__Problem details__: The entries should be restated word for word.

(Collected data entries)
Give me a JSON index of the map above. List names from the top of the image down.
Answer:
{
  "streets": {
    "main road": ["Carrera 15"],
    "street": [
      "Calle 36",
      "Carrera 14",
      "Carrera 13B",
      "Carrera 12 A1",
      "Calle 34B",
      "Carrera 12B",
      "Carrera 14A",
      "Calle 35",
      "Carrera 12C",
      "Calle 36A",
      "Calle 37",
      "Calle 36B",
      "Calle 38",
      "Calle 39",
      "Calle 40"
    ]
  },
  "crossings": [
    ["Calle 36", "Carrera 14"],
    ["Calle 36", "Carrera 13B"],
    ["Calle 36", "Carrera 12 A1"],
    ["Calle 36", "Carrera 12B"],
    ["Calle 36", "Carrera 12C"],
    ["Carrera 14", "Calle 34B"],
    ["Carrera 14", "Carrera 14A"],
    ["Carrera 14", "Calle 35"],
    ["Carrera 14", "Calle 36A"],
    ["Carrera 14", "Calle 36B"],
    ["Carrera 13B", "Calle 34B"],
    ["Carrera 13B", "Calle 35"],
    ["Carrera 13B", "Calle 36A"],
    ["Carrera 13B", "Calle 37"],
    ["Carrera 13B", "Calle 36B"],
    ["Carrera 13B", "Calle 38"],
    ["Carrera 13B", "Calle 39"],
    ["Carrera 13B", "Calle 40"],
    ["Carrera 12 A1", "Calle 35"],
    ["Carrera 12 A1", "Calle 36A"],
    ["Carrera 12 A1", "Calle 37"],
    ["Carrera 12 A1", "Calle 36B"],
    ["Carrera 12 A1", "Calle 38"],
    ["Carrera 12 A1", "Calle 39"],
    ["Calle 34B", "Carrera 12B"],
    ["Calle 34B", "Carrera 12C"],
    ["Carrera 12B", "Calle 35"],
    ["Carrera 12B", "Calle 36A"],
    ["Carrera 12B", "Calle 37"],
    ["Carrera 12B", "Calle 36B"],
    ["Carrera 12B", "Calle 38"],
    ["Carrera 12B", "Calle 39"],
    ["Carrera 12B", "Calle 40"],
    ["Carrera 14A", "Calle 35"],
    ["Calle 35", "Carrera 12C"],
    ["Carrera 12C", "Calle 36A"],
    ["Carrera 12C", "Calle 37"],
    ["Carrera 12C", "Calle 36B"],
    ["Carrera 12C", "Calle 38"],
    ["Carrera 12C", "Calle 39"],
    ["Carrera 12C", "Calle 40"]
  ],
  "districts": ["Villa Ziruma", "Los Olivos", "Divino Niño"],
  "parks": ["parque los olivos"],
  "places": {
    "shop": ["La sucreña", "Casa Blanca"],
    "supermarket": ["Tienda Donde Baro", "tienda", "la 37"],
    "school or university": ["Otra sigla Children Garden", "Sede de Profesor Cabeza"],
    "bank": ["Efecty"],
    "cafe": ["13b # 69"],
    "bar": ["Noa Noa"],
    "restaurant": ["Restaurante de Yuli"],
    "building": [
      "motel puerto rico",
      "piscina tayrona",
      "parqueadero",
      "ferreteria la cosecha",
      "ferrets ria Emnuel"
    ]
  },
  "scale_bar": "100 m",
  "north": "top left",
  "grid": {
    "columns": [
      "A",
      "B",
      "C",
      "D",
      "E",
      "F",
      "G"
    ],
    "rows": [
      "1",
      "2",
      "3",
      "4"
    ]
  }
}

__Completed exercise__:
Give me a JSON index of the map above. List names from the top of the image down.
Answer:
{
  "streets": {
    "main road": ["Carrera 15"],
    "street": [
      "Calle 36",
      "Carrera 14",
      "Carrera 13B",
      "Carrera 12 A1",
      "Calle 34B",
      "Carrera 12B",
      "Carrera 14A",
      "Calle 35",
      "Carrera 12C",
      "Calle 36A",
      "Calle 37",
      "Calle 36B",
      "Calle 38",
      "Calle 39",
      "Calle 40"
    ]
  },
  "crossings": [
    ["Calle 36", "Carrera 14"],
    ["Calle 36", "Carrera 13B"],
    ["Calle 36", "Carrera 12 A1"],
    ["Calle 36", "Carrera 12B"],
    ["Calle 36", "Carrera 12C"],
    ["Carrera 14", "Calle 34B"],
    ["Carrera 14", "Carrera 14A"],
    ["Carrera 14", "Calle 35"],
    ["Carrera 14", "Calle 36A"],
    ["Carrera 14", "Calle 36B"],
    ["Carrera 13B", "Calle 34B"],
    ["Carrera 13B", "Calle 35"],
    ["Carrera 13B", "Calle 36A"],
    ["Carrera 13B", "Calle 37"],
    ["Carrera 13B", "Calle 36B"],
    ["Carrera 13B", "Calle 38"],
    ["Carrera 13B", "Calle 39"],
    ["Carrera 13B", "Calle 40"],
    ["Carrera 12 A1", "Calle 35"],
    ["Carrera 12 A1", "Calle 36A"],
    ["Carrera 12 A1", "Calle 37"],
    ["Carrera 12 A1", "Calle 36B"],
    ["Carrera 12 A1", "Calle 38"],
    ["Carrera 12 A1", "Calle 39"],
    ["Calle 34B", "Carrera 12B"],
    ["Calle 34B", "Carrera 12C"],
    ["Carrera 12B", "Calle 35"],
    ["Carrera 12B", "Calle 36A"],
    ["Carrera 12B", "Calle 37"],
    ["Carrera 12B", "Calle 36B"],
    ["Carrera 12B", "Calle 38"],
    ["Carrera 12B", "Calle 39"],
    ["Carrera 12B", "Calle 40"],
    ["Carrera 14A", "Calle 35"],
    ["Calle 35", "Carrera 12C"],
    ["Carrera 12C", "Calle 36A"],
    ["Carrera 12C", "Calle 37"],
    ["Carrera 12C", "Calle 36B"],
    ["Carrera 12C", "Calle 38"],
    ["Carrera 12C", "Calle 39"],
    ["Carrera 12C", "Calle 40"]
  ],
  "districts": ["Villa Ziruma", "Los Olivos", "Divino Niño"],
  "parks": ["parque los olivos"],
  "places": {
    "shop": ["La sucreña", "Casa Blanca"],
    "supermarket": ["Tienda Donde Baro", "tienda", "la 37"],
    "school or university": ["Otra sigla Children Garden", "Sede de Profesor Cabeza"],
    "bank": ["Efecty"],
    "cafe": ["13b # 69"],
    "bar": ["Noa Noa"],
    "restaurant": ["Restaurante de Yuli"],
    "building": [
      "motel puerto rico",
      "piscina tayrona",
      "parqueadero",
      "ferreteria la cosecha",
      "ferrets ria Emnuel"
    ]
  },
  "scale_bar": "100 m",
  "north": "top left",
  "grid": {
    "columns": [
      "A",
      "B",
      "C",
      "D",
      "E",
      "F",
      "G"
    ],
    "rows": [
      "1",
      "2",
      "3",
      "4"
    ]
  }
}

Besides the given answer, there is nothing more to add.